Compel owners and drivers to follow the law

A young couple, on their way to office by motorbike on 18 January morning, were crushed and killed under the wheels of a reckless bus. They had just reached the Padma Oil gate near the airport in the capital city at around 7:30 in the morning, when an Ajmeri Glory Paribahan bus hit them from behind. They may have survived, but the bus drove straight over them. The young couple, Akash Iqbal and wife Maya Hazarika, were killed. Who will answer for this death?

All deaths are painful, but the road accident that day not only snatched away two lives, but left their child an orphan. The picture of the infant with its parents is heart-wrenching. On the same day another couple was killed by a bus in Chuadanga.

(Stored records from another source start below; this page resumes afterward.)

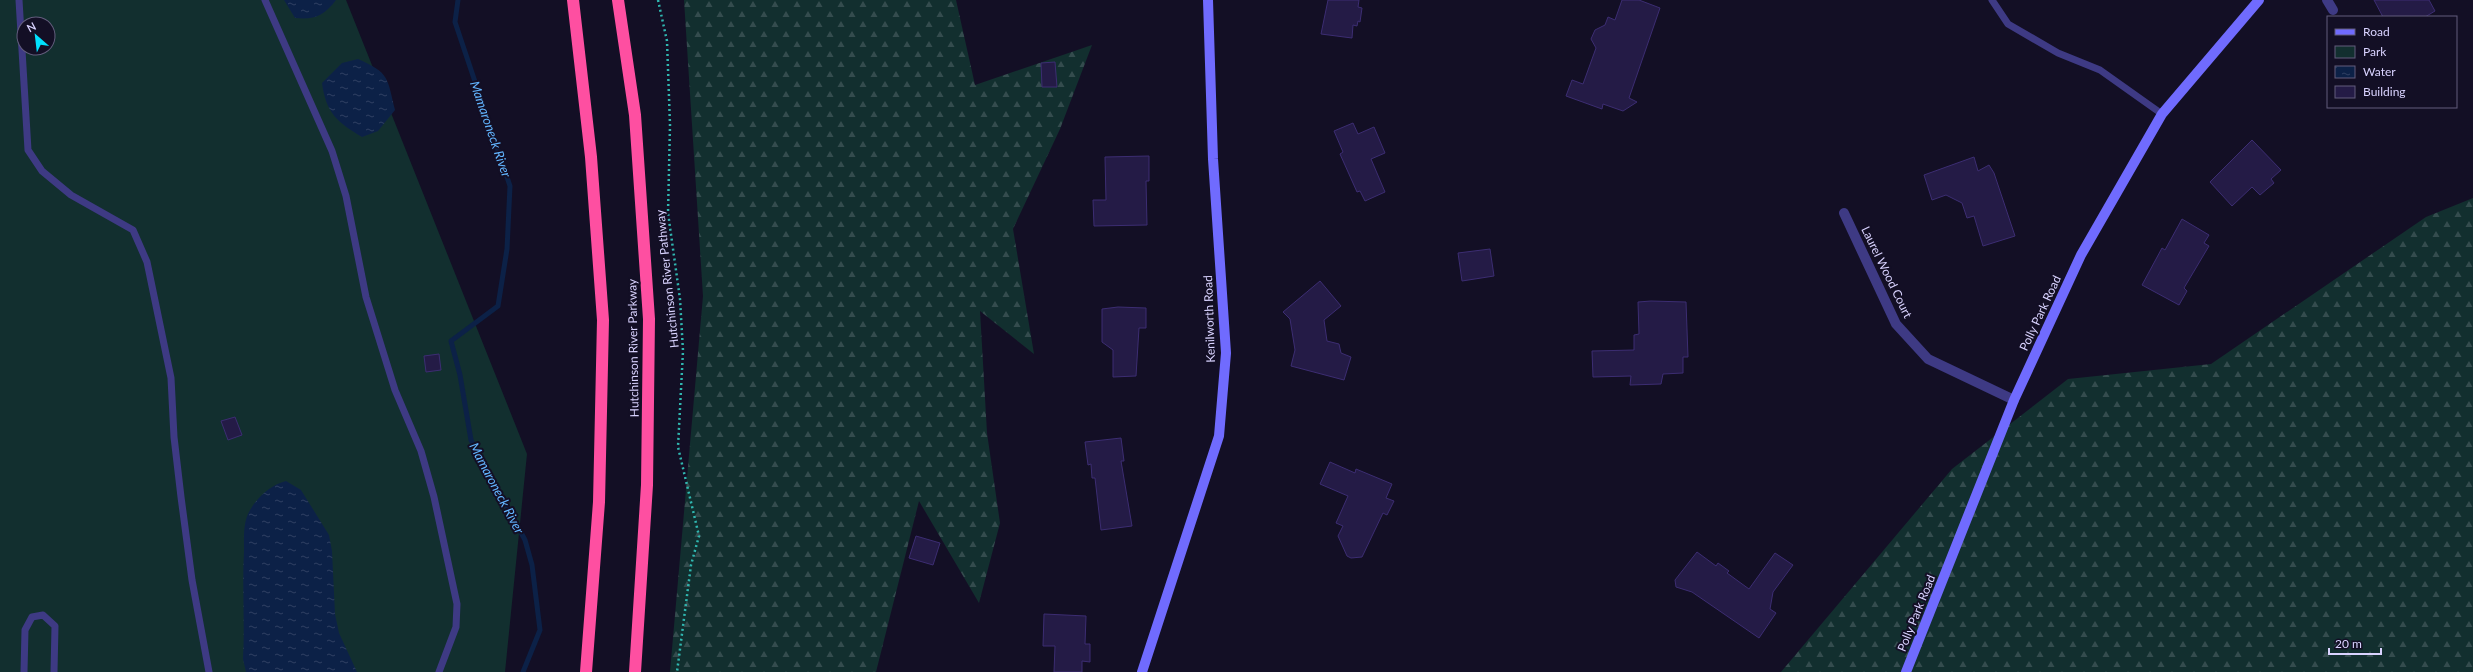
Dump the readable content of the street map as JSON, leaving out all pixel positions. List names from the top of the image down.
{
  "streets": {
    "highway": ["Hutchinson River Parkway"],
    "street": ["Laurel Wood Court", "Polly Park Road", "Kenilworth Road"],
    "path": ["Hutchinson River Pathway"]
  },
  "crossings": [
    ["Laurel Wood Court", "Polly Park Road"]
  ],
  "water": ["Mamaroneck River"],
  "legend": [
    "Road",
    "Park",
    "Water",
    "Building"
  ],
  "scale_bar": "20 m",
  "north": "top left"
}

Prothom Alo investigations reveal that 35 per cent of the road accidents involved motorcycles. Many motorbike riders are killed on the road, even after they follow all the rules. The Criminal Investigation Department (CID) of police have arrested the bus driver Tasikul Islam in the airport road incident. The bus conductor and helper are absconding.

According to investigations, the driver Tasikul Islam didn't have a licence to drive buses of heavy vehicles. The driver of the bus that killed university student Abrar Ahmed Chowdhury at Nodda in Basundhara of the capital city in March 2019, didn't have a heavy vehicle driver's licence either. There is a huge difference between driving heavy vehicles and light vehicles. We often see police halting vehicles on Dhaka's streets and checking the papers. Fines are imposed, cases are filed, but are these all then just eyewash?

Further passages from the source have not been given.